Professor Grove graduated summa cum laude from Duke University and magna cum laude from Harvard Law School, where she served as the Supreme Court Chair of the Harvard Law Review. Grove clerked for Judge Emilio Garza on the U.S. Court of Appeals for the Fifth Circuit, and then spent four years as an attorney for the U.S. Department of Justice, Civil Appellate Staff, where she argued fifteen cases in the courts of appeals. Grove has served as a visiting professor at both Harvard Law School and Northwestern Pritzker School of Law.
Grove's research focuses on the federal judiciary and the constitutional separation of powers. She has published with such prestigious law journals as the Harvard Law Review, Columbia Law Review, University of Pennsylvania Law Review, New York University Law Review, University of Chicago Law Review, Cornell Law Review, and Vanderbilt Law Review. Grove has received awards for both her research and her teaching, including the Walter L. Williams, Jr., Memorial Teaching Award in 2018 and the Paul M. Bator Award in 2016. In 2014, Grove participated in a TEDx Event, where she gave a talk entitled The Executive's Duty to Enforce the Law. Grove’s articles are cited and discussed in leading Federal Courts casebooks, and she has served as the Chair of the Federal Courts Section of the Association of American Law Schools.
Benjamin Kassow
Benjamin Kassow is an Assistant Professor in the Department of Political Science and Public Administration at the University of North Dakota. Professor Kassow received his Bachelor of Arts in Political Science from Temple University and his PhD in Political Science with a major in Public Law and minor in Research Methodology from the University of South Carolina.

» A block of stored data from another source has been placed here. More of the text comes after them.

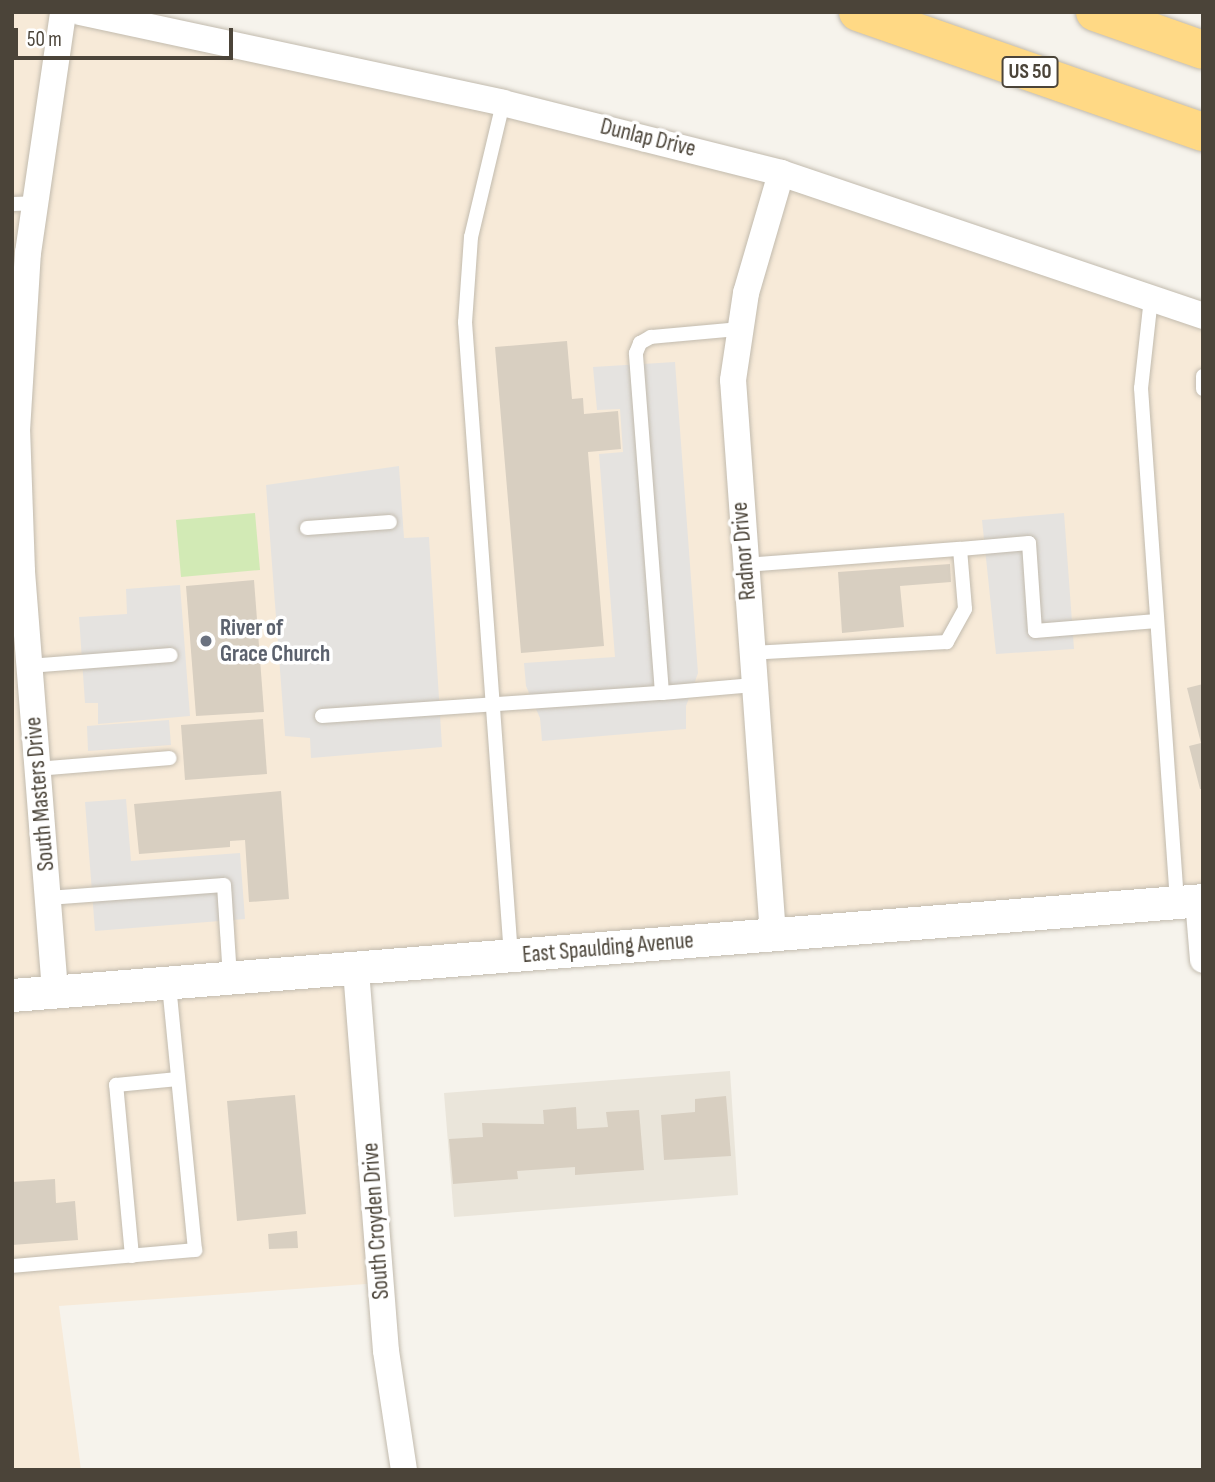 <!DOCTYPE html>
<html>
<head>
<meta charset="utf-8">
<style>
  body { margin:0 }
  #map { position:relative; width:1215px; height:1482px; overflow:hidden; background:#f6f3ec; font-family:"Sofia Sans Condensed",sans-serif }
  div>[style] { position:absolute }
  .residential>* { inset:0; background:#eae5da }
  .commercial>* { inset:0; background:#f7ead8 }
  .green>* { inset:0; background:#d2eab5 }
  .parking>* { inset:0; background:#e5e3e0 }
  .building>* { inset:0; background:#d8cfc1 }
  .roads { filter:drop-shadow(0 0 2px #c2bbae) drop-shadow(0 0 2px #c2bbae) }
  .service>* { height:14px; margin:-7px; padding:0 7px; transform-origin:7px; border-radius:7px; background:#fff }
  .minor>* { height:26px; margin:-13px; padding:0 13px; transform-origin:13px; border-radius:13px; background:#fff }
  .tertiary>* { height:33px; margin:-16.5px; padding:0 16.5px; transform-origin:16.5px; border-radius:16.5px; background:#fff }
  .trunk>* { height:38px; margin:-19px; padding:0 19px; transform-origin:19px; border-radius:19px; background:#ffd985 }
  .dots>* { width:19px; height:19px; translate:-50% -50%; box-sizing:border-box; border:4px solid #fff; border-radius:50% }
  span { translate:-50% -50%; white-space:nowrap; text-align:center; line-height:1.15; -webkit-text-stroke:7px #fff; paint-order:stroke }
  .shield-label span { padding:2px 5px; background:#fff; border:2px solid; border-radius:5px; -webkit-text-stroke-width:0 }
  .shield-label { font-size:21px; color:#4b4439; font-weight:700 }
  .street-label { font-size:23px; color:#4b4439 }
  .worship-label { font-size:23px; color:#5b616d; font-weight:700 }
  .left { translate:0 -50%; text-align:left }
  .frame { position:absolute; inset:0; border:14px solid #4b4439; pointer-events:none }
  .scale { position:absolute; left:14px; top:28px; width:219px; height:32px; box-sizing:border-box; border:4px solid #4b4439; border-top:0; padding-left:9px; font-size:21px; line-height:24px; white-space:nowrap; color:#4b4439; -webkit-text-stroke:5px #fff; paint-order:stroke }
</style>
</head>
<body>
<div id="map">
  <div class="residential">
    <i style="clip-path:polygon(730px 1071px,738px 1195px,454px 1217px,444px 1093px)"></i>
  </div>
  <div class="commercial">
    <i style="clip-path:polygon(12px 12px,80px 12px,602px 126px,1203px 316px,1203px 900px,356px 970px,380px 1283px,59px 1306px,81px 1470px,12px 1470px)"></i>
  </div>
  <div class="green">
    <i style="clip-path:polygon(255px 513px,260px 570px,181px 577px,176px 520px)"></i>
  </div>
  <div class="parking">
    <i style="clip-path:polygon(675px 362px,698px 673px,686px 706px,686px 729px,542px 741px,540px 718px,526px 686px,524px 663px,615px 657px,599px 454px,623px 452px,620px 409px,597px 410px,593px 367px)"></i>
    <i style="clip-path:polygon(399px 466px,404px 538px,429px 537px,442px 747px,311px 758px,310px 738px,285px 736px,266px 485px)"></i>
    <i style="clip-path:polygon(1064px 513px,1074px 649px,996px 654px,982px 520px)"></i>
    <i style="clip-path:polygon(180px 585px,190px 716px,98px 724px,98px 703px,85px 703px,79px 617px,127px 614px,126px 589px)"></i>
    <i style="clip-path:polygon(169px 720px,171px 745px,88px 751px,87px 726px)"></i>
    <i style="clip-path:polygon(126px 799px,131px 861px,240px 853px,245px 919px,95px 931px,85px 802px)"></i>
  </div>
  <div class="building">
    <i style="clip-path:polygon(567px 341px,572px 399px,583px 398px,584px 414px,618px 411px,621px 449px,588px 452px,604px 646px,521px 653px,495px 347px)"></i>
    <i style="clip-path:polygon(950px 564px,951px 582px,900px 586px,904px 627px,842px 633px,838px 572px)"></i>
    <i style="clip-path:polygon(254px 580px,264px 712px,196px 716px,186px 586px)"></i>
    <i style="clip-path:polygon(1203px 684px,1203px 789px,1200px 789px,1189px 746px,1201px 743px,1187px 688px)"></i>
    <i style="clip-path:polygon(263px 719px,267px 774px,185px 780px,181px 725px)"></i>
    <i style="clip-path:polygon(281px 791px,289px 899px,249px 902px,245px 840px,230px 841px,230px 847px,139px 854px,134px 804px)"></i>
    <i style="clip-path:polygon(295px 1095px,306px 1214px,237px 1221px,227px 1101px)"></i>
    <i style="clip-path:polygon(726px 1096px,731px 1156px,664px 1160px,661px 1115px,695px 1112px,695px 1099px)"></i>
    <i style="clip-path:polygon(576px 1107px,577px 1129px,608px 1127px,606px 1112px,639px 1110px,644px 1170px,575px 1175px,575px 1167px,517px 1171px,518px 1179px,453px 1184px,449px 1139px,483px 1137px,482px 1123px,544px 1124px,543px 1110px)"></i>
    <i style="clip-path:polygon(55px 1179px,56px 1203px,75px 1201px,78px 1240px,12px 1245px,12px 1182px)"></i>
    <i style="clip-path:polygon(297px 1231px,298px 1248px,269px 1249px,268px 1234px)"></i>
  </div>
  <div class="roads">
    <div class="service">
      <i style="left:503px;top:103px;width:138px;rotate:103.4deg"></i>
      <i style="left:471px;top:237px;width:85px;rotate:94deg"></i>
      <i style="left:465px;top:322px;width:636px;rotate:85.85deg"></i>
      <i style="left:12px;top:204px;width:23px;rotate:-2deg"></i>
      <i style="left:1151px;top:298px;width:91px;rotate:96.3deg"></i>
      <i style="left:1141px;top:388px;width:514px;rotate:85.99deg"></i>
      <i style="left:1203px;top:376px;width:13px;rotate:90deg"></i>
      <i style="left:307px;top:528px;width:83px;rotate:-4.1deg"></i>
      <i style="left:960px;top:549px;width:69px;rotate:-5deg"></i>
      <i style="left:1029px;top:543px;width:88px;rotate:86.1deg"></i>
      <i style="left:1035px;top:631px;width:122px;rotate:-4.7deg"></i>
      <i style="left:745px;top:565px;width:216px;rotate:-4.3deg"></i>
      <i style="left:960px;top:549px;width:60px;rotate:85.2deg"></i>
      <i style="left:965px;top:609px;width:38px;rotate:119deg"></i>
      <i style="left:947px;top:642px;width:195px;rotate:176.8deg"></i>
      <i style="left:29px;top:666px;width:142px;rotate:-4.4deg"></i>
      <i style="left:662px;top:693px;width:92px;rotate:-5deg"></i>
      <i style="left:322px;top:716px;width:341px;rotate:-3.9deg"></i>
      <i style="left:662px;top:693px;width:341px;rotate:-94.4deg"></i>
      <i style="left:636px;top:353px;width:11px;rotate:-68deg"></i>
      <i style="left:640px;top:343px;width:13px;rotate:-29deg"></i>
      <i style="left:651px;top:337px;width:88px;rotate:-5.2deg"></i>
      <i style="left:37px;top:769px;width:133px;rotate:-4.7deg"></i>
      <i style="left:48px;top:898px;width:176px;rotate:-4.2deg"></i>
      <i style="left:224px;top:885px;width:94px;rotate:86.3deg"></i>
      <i style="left:132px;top:1256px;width:172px;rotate:-95.3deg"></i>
      <i style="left:116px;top:1085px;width:62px;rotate:-5.5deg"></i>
      <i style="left:12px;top:1266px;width:184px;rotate:-5deg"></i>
      <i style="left:195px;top:1250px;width:267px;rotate:-95.6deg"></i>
    </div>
    <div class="minor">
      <i style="left:80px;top:12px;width:433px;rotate:12.1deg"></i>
      <i style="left:503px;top:103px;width:287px;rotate:14.1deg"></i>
      <i style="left:781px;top:173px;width:446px;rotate:18.7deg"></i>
      <i style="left:1198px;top:900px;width:60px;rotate:85.2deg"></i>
      <i style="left:773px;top:935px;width:556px;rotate:-94.12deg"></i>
      <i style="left:733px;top:380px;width:88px;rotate:-81.5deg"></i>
      <i style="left:746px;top:293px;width:125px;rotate:-73.7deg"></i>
      <i style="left:356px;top:970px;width:382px;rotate:85.5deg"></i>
      <i style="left:386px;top:1351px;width:120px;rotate:81.4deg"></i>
      <i style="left:55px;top:991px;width:421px;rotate:-94.5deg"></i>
      <i style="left:22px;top:571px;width:140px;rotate:-92deg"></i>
      <i style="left:17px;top:431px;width:178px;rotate:-86.5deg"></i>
      <i style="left:28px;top:253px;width:244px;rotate:-81.7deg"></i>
    </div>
    <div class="tertiary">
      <i style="left:12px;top:995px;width:1195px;rotate:-4.56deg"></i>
    </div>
    <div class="trunk">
      <i style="left:858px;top:12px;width:365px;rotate:19.2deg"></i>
      <i style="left:1095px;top:12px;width:114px;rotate:19.4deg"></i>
    </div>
  </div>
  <div class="dots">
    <i style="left:206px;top:641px;background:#6b7280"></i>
  </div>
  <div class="shield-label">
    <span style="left:1030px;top:72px">US 50</span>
  </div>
  <div class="street-label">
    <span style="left:648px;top:138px;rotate:14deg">Dunlap Drive</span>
    <span style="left:744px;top:551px;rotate:-95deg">Radnor Drive</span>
    <span style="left:40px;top:794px;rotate:-95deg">South Masters Drive</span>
    <span style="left:608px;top:948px;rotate:-5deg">East Spaulding Avenue</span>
    <span style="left:376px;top:1221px;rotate:-94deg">South Croyden Drive</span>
  </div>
  <div class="worship-label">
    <span class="left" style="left:220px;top:641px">River of<br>Grace Church</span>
  </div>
  <div class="frame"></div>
  <div class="scale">50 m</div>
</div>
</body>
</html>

Professor Kassow's research emphases cover topics within American politics, quantitative research methods, and comparative politics, with a particular focus on judicial politics and legal processes involved in judiciaries. His research focuses on why judges discuss specific precedents (and types of usage of precedent) within court opinions, as well as focusing on how federal circuit court and state high court judges implement U.S. Supreme Court opinions over time. Professor Kassow has also worked on questions of how economic decisions by the U.S. Supreme Court impact economic inequality in the United States. Professor Kassow has published in journals such as American Politics Research, Political Research Quarterly, Social Science Quarterly, Journal of Law Economics and Organization, Justice System Journal, and the Journal of Law and Courts, and also has a book published by Cambridge University Press.